Littérature

«Montaigne, moderne car sceptique»

L’auteur des «Essais» a marqué l’année éditoriale 2013. Pourquoi ce succès? En quoi la prose de ce penseur cavalier touche-t-elle encore? Entretien avec Dominique Brancher, professeure de littérature à l’Université de Bâle

«Montaigne, moderne car sceptique»

L’auteur des «Essais» a marqué l’année éditoriale 2013. Pourquoi ce succès? En quoi la prose de ce penseur cavalier touche-t-elle encore? Entretien avec Dominique Brancher, professeure de littérature à l’Université de Bâle

«L’idée m’a semblé très bizarre, et le défi si risqué que je n’ai pas osé m’y soustraire.» Le défi en question est celui que, début 2012, Philippe Val, directeur de France Inter, lançait à Antoine Compagnon, professeur au Collège de France: consacrer, durant l’été de la même année, toute une série de chroniques à Montaigne. Le marché passé, ces billets prirent la forme d’un éventail thématique inspiré des Essais: Antoine Compagnon y parla de «L’engagement», de «La conversation», des «Indiens de Rouen», de «La désinvolture», de «L’ignorance savante», etc.

Ce fut un succès d’audience, cela devait devenir un triomphe de librairie une année plus tard: en 2013, Un Eté avec Montaigne, qui recueillait les chroniques de Compagnon, était selon Le Figaro en tête des ventes dans la catégorie essais-documents.

En 2013 toujours, un autre objet montaignien faisait son arrivée en librairie depuis le Royaume-Uni: Sarah Bakewell donnait la traduction française de son How To Live, ouvrage hybride, à la fois biographie de Montaigne et condensé des préceptes de bonne vie qu’on peut extraire de son œuvre (SC du 22.06.2013). Là encore, un carton.

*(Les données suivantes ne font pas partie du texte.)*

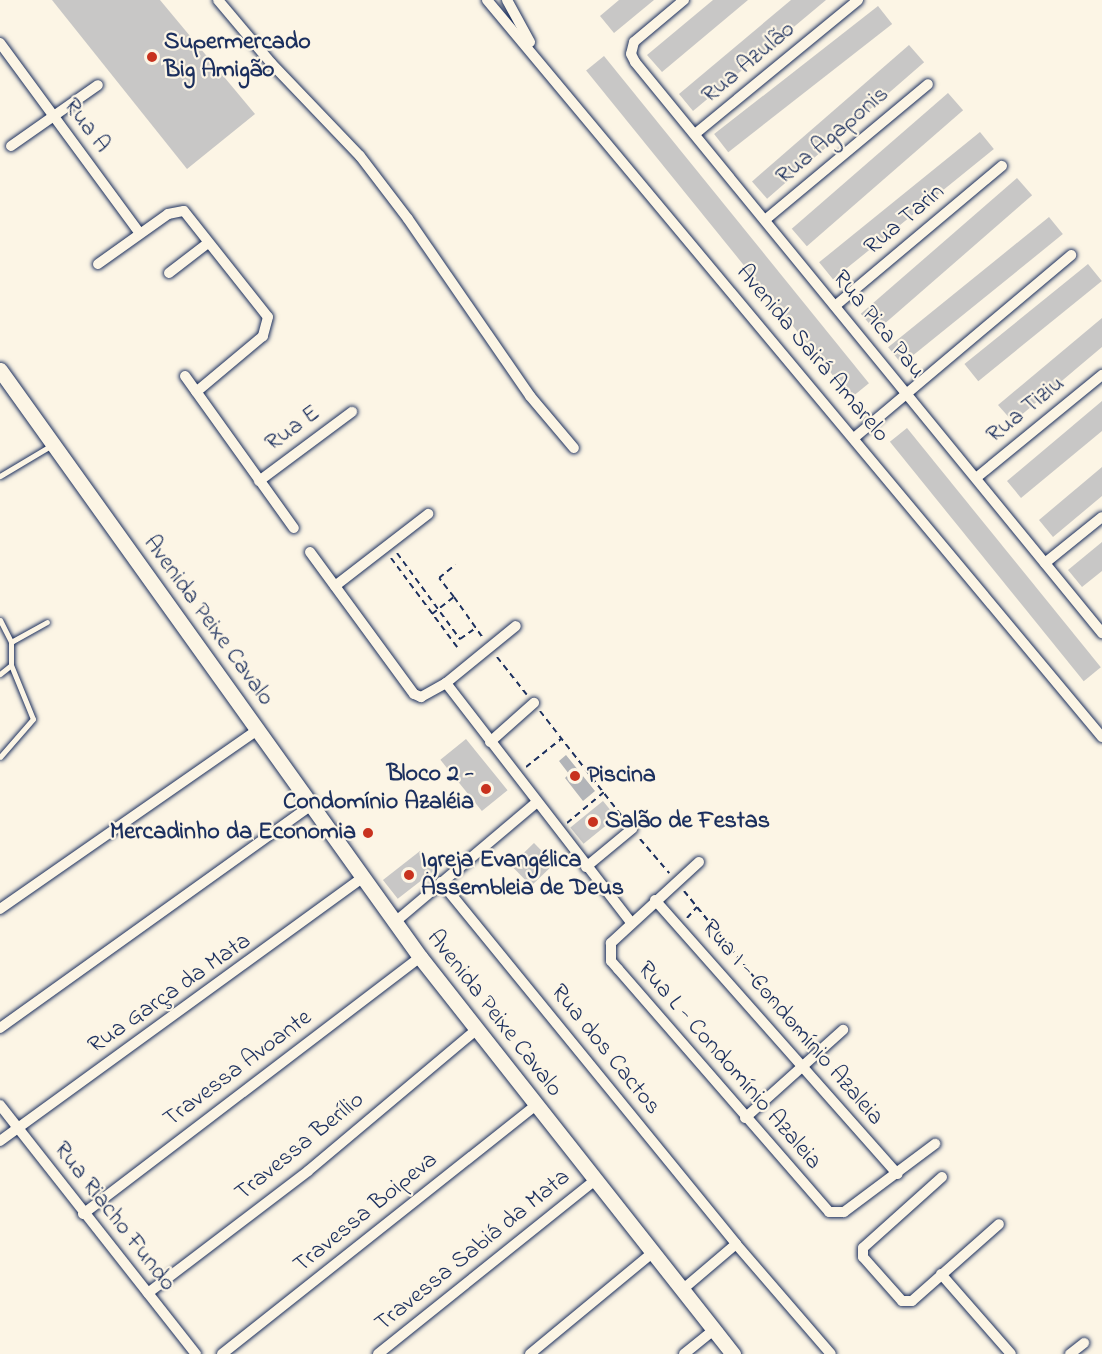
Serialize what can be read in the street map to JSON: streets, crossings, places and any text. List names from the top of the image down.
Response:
{
  "streets": {
    "street": [
      "Rua Azulão",
      "Rua A",
      "Rua Agaponis",
      "Rua Tarin",
      "Rua Pica Pau",
      "Avenida Sairá Amarelo",
      "Rua Tiziu",
      "Rua E",
      "Avenida Peixe Cavalo",
      "Rua Garça da Mata",
      "Rua I - Condomínio Azaleia",
      "Rua dos Cactos",
      "Rua L - Condomínio Azaleia",
      "Travessa Avoante",
      "Travessa Berílio",
      "Travessa Boipeva",
      "Rua Riacho Fundo",
      "Travessa Sabiá da Mata"
    ]
  },
  "crossings": [
    ["Rua Azulão", "Rua Pica Pau"],
    ["Rua Agaponis", "Rua Pica Pau"],
    ["Rua Tarin", "Rua Pica Pau"],
    ["Rua Pica Pau", "Rua Tiziu"],
    ["Avenida Peixe Cavalo", "Rua Garça da Mata"],
    ["Avenida Peixe Cavalo", "Travessa Avoante"],
    ["Avenida Peixe Cavalo", "Travessa Berílio"],
    ["Avenida Peixe Cavalo", "Travessa Boipeva"],
    ["Avenida Peixe Cavalo", "Travessa Sabiá da Mata"],
    ["Rua Garça da Mata", "Rua Riacho Fundo"],
    ["Rua I - Condomínio Azaleia", "Rua L - Condomínio Azaleia"],
    ["Travessa Avoante", "Rua Riacho Fundo"],
    ["Travessa Berílio", "Rua Riacho Fundo"]
  ],
  "places": [
    "Supermercado Big Amigão",
    "Piscina",
    "Bloco 2 - Condomínio Azaléia",
    "Salão de Festas",
    "Mercadinho da Economia",
    "Igreja Evangélica Assembleia de Deus"
  ]
}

Alors, à la mode, Montaigne? Certes le nom de l’auteur des Essais et du Journal de voyage résonne encore dans la mémoire collective. Mais le lit-on encore, au-delà du filtre des commentaires? Surtout: comment le lire correctement, par-delà l’éloignement des siècles? Dominique Brancher, professeure de français à l’Université de Bâle, spécialiste de la littérature de la Renaissance – elle a entre beaucoup d’autres choses collaboré à la création du Dictionnaire de Michel de Montaigne et vient de publier « Un «gramme de pensée». Figures de la cognition chez Montaigne et Rabelais» dans la revue Poétique –, fait le point.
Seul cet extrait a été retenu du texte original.